## What is expected:
Gather all lines with "places" from the records.

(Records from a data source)
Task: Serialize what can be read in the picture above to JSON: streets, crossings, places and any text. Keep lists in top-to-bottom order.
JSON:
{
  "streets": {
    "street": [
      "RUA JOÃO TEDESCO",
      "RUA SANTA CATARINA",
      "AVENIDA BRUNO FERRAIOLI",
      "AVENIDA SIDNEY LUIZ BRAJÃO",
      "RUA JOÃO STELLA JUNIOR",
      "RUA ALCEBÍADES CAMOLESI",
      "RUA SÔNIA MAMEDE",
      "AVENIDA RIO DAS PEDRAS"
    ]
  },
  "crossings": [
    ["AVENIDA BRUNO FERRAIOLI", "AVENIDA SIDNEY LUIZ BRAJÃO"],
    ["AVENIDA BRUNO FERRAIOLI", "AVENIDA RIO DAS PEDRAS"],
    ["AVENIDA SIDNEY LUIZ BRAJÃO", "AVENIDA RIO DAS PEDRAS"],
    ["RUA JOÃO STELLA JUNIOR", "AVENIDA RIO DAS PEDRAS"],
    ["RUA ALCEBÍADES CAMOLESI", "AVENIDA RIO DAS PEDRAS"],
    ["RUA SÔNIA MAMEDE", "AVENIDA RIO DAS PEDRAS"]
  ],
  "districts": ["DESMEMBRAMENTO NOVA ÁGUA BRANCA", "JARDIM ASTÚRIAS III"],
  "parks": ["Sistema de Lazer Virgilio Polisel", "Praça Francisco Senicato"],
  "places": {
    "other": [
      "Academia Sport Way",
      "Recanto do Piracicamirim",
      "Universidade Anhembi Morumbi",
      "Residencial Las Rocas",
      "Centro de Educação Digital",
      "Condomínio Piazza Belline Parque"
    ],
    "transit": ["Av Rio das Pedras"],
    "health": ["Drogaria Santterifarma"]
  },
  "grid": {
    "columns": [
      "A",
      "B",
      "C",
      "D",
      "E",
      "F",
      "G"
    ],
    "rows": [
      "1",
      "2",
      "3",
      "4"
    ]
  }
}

## Your solution:
Task: Serialize what can be read in the picture above to JSON: streets, crossings, places and any text. Keep lists in top-to-bottom order.
  "places": {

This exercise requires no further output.